*** Opening of ENTRIES PROVIDED ***
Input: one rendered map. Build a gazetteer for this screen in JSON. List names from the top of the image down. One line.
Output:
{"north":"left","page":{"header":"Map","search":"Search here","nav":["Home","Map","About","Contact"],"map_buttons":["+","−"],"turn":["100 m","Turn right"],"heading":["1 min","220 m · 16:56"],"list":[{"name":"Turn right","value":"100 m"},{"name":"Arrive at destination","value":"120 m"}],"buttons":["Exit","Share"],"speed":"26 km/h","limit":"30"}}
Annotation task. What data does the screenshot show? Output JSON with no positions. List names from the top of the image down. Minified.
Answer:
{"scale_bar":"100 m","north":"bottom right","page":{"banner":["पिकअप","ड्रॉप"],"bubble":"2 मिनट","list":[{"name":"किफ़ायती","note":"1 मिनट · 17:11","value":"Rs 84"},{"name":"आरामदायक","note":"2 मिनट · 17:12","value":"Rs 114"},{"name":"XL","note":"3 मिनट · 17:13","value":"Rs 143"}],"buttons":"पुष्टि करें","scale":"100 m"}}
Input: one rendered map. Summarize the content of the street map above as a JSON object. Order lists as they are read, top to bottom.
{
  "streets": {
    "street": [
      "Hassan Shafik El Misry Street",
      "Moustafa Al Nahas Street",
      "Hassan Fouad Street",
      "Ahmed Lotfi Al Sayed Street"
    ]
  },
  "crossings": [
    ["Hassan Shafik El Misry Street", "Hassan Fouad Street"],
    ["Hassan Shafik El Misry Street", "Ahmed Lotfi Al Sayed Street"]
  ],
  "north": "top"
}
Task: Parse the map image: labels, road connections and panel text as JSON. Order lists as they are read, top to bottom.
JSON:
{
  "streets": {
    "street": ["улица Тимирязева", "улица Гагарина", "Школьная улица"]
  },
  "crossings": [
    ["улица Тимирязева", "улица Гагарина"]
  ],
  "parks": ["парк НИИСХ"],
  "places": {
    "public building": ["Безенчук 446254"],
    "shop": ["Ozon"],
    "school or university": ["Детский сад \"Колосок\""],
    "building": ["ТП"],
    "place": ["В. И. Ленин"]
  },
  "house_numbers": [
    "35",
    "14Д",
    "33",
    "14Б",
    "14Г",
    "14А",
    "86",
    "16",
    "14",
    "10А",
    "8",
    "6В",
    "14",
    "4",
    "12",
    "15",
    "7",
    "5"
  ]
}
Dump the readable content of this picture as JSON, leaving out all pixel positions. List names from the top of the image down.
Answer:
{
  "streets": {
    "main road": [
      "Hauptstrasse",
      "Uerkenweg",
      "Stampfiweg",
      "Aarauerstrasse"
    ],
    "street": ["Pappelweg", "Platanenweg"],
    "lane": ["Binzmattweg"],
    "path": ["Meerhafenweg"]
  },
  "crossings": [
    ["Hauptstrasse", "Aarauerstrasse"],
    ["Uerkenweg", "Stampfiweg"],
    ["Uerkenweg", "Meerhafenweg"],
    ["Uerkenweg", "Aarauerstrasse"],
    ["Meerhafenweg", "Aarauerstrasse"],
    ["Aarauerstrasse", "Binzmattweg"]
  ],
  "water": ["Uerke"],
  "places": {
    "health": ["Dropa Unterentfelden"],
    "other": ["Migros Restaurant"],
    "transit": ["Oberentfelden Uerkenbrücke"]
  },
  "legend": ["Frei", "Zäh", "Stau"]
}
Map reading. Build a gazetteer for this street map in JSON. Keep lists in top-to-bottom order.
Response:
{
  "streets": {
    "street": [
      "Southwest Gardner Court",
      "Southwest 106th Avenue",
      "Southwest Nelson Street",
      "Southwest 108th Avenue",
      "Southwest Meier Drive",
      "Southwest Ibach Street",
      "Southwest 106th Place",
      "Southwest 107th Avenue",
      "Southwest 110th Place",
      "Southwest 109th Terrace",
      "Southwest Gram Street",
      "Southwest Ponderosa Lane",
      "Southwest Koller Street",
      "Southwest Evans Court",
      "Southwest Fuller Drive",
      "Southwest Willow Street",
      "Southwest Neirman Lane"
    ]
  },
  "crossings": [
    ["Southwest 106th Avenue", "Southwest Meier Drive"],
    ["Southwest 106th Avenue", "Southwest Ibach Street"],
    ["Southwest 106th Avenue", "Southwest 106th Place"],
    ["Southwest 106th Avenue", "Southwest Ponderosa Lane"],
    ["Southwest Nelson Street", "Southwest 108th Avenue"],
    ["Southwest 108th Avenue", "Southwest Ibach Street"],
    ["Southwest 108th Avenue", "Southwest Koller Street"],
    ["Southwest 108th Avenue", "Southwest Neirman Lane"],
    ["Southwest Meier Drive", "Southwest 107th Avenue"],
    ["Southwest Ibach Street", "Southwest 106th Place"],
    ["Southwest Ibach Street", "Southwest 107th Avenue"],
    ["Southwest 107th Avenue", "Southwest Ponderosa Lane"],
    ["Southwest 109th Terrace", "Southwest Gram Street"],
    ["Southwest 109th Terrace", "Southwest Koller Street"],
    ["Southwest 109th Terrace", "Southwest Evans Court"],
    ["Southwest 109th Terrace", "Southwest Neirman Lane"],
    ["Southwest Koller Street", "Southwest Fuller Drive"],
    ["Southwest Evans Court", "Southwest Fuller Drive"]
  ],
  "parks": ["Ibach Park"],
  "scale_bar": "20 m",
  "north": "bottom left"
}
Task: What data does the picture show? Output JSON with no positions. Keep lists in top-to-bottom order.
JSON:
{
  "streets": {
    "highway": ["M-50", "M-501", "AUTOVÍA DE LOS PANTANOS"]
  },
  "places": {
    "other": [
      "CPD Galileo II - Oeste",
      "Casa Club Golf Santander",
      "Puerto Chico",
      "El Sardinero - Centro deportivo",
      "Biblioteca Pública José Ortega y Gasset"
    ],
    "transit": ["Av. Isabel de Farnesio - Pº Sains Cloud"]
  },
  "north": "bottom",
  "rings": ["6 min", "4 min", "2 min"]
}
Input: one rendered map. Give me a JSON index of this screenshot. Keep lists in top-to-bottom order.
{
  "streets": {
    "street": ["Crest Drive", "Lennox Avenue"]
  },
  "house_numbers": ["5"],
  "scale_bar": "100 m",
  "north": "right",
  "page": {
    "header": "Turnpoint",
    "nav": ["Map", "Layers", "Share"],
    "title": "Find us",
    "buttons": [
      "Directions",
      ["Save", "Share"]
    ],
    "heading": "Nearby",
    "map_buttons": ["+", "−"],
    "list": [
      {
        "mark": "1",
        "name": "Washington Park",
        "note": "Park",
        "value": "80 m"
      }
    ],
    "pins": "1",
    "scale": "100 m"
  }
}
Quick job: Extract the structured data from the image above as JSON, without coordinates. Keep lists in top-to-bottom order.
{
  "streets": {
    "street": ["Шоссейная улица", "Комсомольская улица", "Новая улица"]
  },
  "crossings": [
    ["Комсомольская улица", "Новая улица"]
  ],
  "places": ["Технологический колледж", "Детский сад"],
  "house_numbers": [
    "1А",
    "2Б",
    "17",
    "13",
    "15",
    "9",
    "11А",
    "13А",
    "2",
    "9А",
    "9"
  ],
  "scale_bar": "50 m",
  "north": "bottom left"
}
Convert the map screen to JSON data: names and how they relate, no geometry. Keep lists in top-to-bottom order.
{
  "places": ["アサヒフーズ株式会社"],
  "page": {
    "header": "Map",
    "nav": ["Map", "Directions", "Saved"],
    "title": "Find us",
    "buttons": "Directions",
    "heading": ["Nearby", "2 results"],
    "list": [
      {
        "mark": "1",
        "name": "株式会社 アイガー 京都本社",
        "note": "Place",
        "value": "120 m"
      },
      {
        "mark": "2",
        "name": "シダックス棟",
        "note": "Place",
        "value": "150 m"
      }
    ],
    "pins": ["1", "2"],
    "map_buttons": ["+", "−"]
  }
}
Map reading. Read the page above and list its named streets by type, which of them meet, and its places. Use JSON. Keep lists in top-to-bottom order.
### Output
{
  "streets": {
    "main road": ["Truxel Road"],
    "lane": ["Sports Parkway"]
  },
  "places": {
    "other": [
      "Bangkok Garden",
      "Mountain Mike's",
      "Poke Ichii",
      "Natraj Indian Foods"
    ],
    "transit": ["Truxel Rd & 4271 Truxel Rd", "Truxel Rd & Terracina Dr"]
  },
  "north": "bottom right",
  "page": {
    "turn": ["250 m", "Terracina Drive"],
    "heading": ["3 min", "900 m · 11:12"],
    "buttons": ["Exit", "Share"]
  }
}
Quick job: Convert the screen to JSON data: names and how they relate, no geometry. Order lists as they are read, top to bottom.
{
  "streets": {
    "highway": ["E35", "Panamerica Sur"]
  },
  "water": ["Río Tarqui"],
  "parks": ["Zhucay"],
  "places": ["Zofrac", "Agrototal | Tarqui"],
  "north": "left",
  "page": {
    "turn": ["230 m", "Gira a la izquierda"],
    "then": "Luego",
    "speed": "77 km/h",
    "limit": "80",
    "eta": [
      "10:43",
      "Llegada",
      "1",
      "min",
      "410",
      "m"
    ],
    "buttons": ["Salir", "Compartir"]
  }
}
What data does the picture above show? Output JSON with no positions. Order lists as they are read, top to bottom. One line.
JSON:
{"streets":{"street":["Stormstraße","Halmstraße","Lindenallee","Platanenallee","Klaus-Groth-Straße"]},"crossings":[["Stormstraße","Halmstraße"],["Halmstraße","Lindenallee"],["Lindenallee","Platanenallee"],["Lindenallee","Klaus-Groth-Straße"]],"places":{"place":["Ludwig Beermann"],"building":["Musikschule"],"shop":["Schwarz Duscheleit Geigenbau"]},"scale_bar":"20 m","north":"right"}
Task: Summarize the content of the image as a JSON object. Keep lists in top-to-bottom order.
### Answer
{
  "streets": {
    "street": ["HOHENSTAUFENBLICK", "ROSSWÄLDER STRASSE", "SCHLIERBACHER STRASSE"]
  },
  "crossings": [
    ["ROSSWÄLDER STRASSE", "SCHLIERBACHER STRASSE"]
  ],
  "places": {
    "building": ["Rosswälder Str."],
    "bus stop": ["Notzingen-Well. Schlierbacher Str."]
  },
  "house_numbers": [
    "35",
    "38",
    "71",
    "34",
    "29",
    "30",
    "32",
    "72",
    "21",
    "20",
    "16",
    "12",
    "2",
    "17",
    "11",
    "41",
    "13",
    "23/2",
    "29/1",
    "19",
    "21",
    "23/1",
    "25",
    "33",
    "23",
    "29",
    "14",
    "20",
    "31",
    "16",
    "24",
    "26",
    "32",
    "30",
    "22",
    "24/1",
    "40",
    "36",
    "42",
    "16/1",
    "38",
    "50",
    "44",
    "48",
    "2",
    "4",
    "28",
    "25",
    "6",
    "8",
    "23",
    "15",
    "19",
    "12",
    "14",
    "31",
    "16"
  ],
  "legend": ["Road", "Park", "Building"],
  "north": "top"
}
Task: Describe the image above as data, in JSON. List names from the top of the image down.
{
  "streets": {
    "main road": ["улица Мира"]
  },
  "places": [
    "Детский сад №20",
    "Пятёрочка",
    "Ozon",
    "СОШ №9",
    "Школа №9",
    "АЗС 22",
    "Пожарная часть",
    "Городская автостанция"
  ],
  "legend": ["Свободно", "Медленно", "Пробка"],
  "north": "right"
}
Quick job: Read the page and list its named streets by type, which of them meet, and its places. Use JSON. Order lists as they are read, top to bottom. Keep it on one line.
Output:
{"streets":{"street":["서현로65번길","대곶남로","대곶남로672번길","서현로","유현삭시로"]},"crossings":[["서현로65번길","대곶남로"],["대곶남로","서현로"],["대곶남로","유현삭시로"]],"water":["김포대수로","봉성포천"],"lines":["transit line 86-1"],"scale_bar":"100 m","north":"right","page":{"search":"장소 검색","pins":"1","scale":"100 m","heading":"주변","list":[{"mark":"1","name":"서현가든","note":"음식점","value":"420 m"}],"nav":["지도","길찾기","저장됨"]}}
*** Close of ENTRIES PROVIDED ***
- [WHAT THE EXERCISE ASKS]
Show all lines of the material in which the word "does" can be found.

- [ANSWER SPACE]
Annotation task. What data does the screenshot show? Output JSON with no positions. List names from the top of the image down. Minified.
Task: What data does the picture show? Output JSON with no positions. Keep lists in top-to-bottom order.
What data does the picture above show? Output JSON with no positions. Order lists as they are read, top to bottom. One line.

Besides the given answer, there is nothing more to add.